Independent Schools Council wins judicial review of Charity Commission`s interpretation of the law on public benefit
The Charities Act 2006 removed the legal presumption that all charities with aims for the advancement of education, religion and relief of poverty are for the public benefit. All charities regardless of their aims must now actively demonstrate that their objects are for the benefit of the public.
Before the 2006 Act came into being, the majority of charitable independent schools met the legal presumption because their object was the advancement of education. This legal presumption was removed by the Act when it came into force. The result is that all charities, including charitable independent schools have to actively demonstrate that they satisfy the public benefit requirement to maintain their charitable status.
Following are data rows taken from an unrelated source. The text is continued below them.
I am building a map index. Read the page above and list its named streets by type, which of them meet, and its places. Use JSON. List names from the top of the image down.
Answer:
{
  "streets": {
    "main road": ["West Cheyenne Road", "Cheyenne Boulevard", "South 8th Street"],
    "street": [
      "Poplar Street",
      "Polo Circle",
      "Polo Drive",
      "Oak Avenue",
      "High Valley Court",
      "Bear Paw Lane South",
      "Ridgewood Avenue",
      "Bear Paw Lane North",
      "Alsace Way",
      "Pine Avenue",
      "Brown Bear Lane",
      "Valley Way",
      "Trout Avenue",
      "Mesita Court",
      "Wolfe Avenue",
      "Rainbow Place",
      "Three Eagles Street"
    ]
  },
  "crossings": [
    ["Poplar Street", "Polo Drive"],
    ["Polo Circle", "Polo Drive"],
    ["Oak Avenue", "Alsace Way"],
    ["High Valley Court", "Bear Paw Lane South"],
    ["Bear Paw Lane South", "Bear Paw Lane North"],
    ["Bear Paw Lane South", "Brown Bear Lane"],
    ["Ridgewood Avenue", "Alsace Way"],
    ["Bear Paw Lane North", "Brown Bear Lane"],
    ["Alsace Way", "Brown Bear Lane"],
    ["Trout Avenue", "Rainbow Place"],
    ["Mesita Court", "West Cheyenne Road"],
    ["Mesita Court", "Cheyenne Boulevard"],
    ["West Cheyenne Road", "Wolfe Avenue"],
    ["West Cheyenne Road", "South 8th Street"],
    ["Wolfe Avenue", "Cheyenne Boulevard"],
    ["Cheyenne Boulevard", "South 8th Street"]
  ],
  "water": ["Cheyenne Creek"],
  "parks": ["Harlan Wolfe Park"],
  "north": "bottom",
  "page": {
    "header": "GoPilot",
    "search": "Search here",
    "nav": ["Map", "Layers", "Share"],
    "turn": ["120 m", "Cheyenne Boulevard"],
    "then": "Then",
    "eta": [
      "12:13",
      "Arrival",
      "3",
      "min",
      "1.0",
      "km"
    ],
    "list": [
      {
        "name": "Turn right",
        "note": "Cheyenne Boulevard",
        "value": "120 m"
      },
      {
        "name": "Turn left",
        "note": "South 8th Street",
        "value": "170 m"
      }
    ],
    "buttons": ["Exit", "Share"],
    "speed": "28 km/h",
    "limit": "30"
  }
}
Meeting the public benefit test in the context of the Charity Commission's public benefit guidance has proven problematic for charities which traditionally charge higher fees for their services, in particular independent fee-charging schools and some private care homes. In the case of Re Resch  the court considered the impact that a charity charging fees would have on the public benefit requirement. It was confirmed that whilst fee-charging charities could be charitable, excluding those who could not afford to pay the fees from the opportunity to benefit was not charitable.
In 2008 the Charity Commission carried out its first public reviews on 12 charities, including five independent schools. At the time three of the schools were deemed to be for the public benefit and all of these three schools offered bursaries to pupils who would otherwise not been able to afford to attend. The Charity Commission seemed to be satisfied that by offering bursaries the schools were accessible to everyone, regardless of income and that the schools were operating for the benefit of the public.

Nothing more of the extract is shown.